##### Records for the task #####
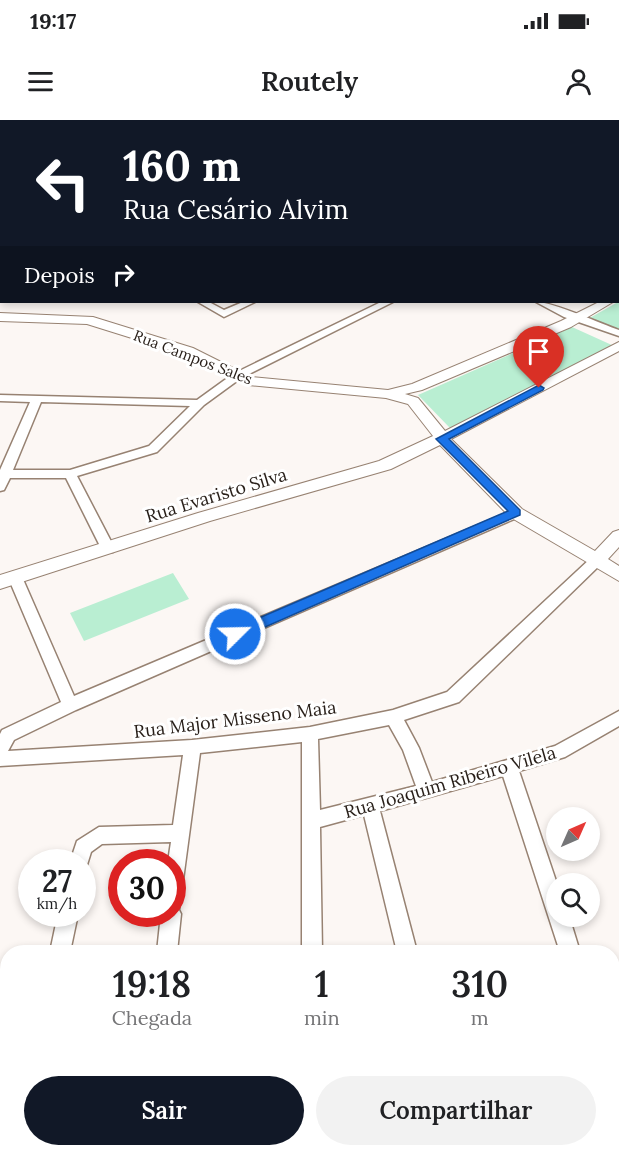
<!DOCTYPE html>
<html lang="pt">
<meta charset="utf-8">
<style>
:root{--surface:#fff;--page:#f2f2f2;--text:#202124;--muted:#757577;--accent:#111827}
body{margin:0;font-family:Lora,serif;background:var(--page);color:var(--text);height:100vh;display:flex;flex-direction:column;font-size:22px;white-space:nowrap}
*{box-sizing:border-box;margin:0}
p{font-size:20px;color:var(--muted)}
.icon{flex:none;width:33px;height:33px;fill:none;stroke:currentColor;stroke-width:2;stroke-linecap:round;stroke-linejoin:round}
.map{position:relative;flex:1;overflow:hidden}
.sheet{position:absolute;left:0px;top:825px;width:620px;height:212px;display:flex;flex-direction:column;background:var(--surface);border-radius:24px 24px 0 0;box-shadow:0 3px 9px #0003}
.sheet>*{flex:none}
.top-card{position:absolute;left:0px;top:0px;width:620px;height:183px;box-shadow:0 3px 9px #0003;background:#111827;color:#fff;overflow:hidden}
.needle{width:39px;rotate:45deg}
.buttons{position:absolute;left:546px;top:687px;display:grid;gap:12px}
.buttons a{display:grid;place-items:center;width:54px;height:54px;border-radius:50%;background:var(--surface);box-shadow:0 3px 9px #0003;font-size:30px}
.speed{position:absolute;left:18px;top:729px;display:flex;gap:12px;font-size:30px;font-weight:700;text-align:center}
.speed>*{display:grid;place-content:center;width:78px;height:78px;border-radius:50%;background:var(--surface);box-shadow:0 3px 9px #0003;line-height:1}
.speed small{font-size:15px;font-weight:400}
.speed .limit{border:9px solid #d22;background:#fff;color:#111}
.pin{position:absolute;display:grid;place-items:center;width:51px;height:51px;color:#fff;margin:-62px -26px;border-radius:50% 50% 50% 0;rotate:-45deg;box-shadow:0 0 6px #0007}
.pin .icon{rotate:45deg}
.me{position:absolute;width:66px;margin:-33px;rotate:67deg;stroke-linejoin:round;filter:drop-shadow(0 0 4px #0008)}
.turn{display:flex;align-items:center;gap:21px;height:126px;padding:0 24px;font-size:27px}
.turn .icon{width:78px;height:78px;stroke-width:2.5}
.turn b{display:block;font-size:42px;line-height:51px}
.then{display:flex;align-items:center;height:57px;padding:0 24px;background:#0003;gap:12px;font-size:22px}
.eta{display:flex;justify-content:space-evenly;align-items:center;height:102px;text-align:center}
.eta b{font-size:36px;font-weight:600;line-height:42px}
.primary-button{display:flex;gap:12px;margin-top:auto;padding:12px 24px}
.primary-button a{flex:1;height:69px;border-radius:36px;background:var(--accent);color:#fff;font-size:24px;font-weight:600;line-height:69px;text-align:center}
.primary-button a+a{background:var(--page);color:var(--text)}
.status{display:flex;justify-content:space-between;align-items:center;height:42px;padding:0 30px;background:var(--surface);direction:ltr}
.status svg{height:16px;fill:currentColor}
header{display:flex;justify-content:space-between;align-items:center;height:78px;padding:0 24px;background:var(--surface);font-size:27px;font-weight:600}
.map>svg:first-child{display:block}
.green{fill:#b9eed2}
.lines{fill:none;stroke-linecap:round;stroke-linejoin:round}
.street-casing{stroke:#978272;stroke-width:3}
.secondary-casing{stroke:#978272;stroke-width:2}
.street{fill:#fff;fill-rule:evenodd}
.secondary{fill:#fff;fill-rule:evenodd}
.route{fill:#1a73e8;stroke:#114b97;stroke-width:1.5}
.labels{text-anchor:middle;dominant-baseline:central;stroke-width:6;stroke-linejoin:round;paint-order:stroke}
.far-street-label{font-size:15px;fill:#271e18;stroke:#fff}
.street-label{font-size:18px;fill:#271e18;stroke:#fff}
</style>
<div class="status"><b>19:17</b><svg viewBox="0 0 49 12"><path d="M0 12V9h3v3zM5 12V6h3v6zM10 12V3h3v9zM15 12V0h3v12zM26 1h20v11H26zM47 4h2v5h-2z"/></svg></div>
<header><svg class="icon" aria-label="menu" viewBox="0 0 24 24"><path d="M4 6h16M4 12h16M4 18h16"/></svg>Routely<svg class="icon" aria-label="person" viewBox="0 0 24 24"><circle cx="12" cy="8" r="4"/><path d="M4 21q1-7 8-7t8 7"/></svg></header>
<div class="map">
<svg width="619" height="1036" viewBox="0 0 619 1036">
<rect width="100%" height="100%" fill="#fcf7f4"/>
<path class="green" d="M619,179V211L588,199L618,182Z
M572,207L614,226L450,308L418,275Z
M173,453L189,479L84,521L70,493Z"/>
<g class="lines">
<defs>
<path id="street" d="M10,0H17L18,2H11Z
M83,0H90L91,2H84Z
M504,0H510L511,2H504Z
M524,0L536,2H525Z
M556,0H565L554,2Z
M607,0H616L618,2Z
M0,6H2L0,11Z
M618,26H619V30H618Z
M0,34H2V39H0Z
M618,45H619V49H618Z
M0,52H2L0,57Z
M618,68H619V72H618Z
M0,83H2L0,88Z
M618,97H619V101H618Z
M0,116H2V122H0Z
M0,153H2V159H0Z
M198,182H209L224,190L243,182H255L224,197Z
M381,182H393L241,258L204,285L157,332L77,356L115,429L113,432H103L66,358H10L4,370L0,371V350L30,282L0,281V275L197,280L233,254ZM41,282L190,286L149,326L70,350H13Z
M536,182C550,181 602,204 619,210V216L564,197Z
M516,389L523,393L521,396L76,590L14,620L8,631L192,620L310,607L393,590L447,572L591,438H601L603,441L601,444L459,582L404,600L419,628L432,662L555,626L619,591V606L565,637L519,651L557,764L556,796H569L580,832H560L503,656L380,691L417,832H397L364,695L320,707L322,832H302V622L200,633L179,790L181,794L177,832H157L161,794H172V742H168L171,722L102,724L91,732L86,748L82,750V742H70L77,721L99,707L173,705L183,635L0,646V614L2,610L61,582L8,457L10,453H20L22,457L74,576ZM389,605L403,630L416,666L320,690L318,619Z
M58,794H78L70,832H50Z
M612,948L619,951V991L612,988Z
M612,1017H619V1036H525L528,1029H612Z
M8,1024V1029H29L27,1036H3Z
M131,1029H155L154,1036H130Z
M302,1029H326V1036H302Z"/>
<path id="secondary" d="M599,182H613L571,207L422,270L405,274L418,278L445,311L619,222V231L451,319L522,389L595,431L613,412L619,410V427L608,439L619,446V461L510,397L440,325L391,349L210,401L0,469V455L198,393L379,341L433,316L408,284L386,278L248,265L183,234L87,204L0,201V193L93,197L193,228L251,257L388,270L412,264L561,201Z
M612,991H619V1021H612Z
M430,1029H485L482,1036H427Z"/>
</defs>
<use href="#street" class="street-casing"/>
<use href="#secondary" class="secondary-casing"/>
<use href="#street" class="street"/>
<use href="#secondary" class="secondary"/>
</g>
<path class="route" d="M539,265L544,268L543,270L449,319L520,390V395L240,518H231V510L508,391L436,319Z"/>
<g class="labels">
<g class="far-street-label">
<text transform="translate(193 237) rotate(21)">Rua Campos Sales</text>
</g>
<g class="street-label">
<text transform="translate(216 375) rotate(-17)">Rua Evaristo Silva</text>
<text transform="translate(235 599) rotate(-7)">Rua Major Misseno Maia</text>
<text transform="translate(450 662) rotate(-16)">Rua Joaquim Ribeiro Vilela</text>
</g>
</g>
</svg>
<div class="buttons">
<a><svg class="needle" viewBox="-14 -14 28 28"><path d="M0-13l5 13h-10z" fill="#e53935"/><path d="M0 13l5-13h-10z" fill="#757577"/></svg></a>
<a><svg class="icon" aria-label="search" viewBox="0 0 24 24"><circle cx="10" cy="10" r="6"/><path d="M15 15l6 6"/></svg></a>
</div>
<div class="speed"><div>27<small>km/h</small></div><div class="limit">30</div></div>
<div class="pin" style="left:539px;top:268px;background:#d93025"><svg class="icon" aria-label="arrive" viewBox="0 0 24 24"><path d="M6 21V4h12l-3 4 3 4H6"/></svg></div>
<svg class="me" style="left:235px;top:514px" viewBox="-20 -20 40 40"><circle r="17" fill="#1a73e8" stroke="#fff" stroke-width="3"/><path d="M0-11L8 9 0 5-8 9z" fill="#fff"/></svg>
<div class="top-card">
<div class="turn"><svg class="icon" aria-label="left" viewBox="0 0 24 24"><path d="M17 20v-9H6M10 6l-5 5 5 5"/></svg><div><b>160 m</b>Rua Cesário Alvim</div></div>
<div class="then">Depois<svg class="icon" aria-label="right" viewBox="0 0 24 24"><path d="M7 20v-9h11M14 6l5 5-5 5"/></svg></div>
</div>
<section class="sheet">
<div class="eta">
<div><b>19:18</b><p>Chegada</p></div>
<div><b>1</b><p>min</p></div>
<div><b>310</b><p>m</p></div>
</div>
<div class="primary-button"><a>Sair</a><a>Compartilhar</a></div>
</section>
</div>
#####
Your answer should be each line from the preceding material in which the word "limit" occurs.

.speed .limit{border:9px solid #d22;background:#fff;color:#111}
<div class="speed"><div>27<small>km/h</small></div><div class="limit">30</div></div>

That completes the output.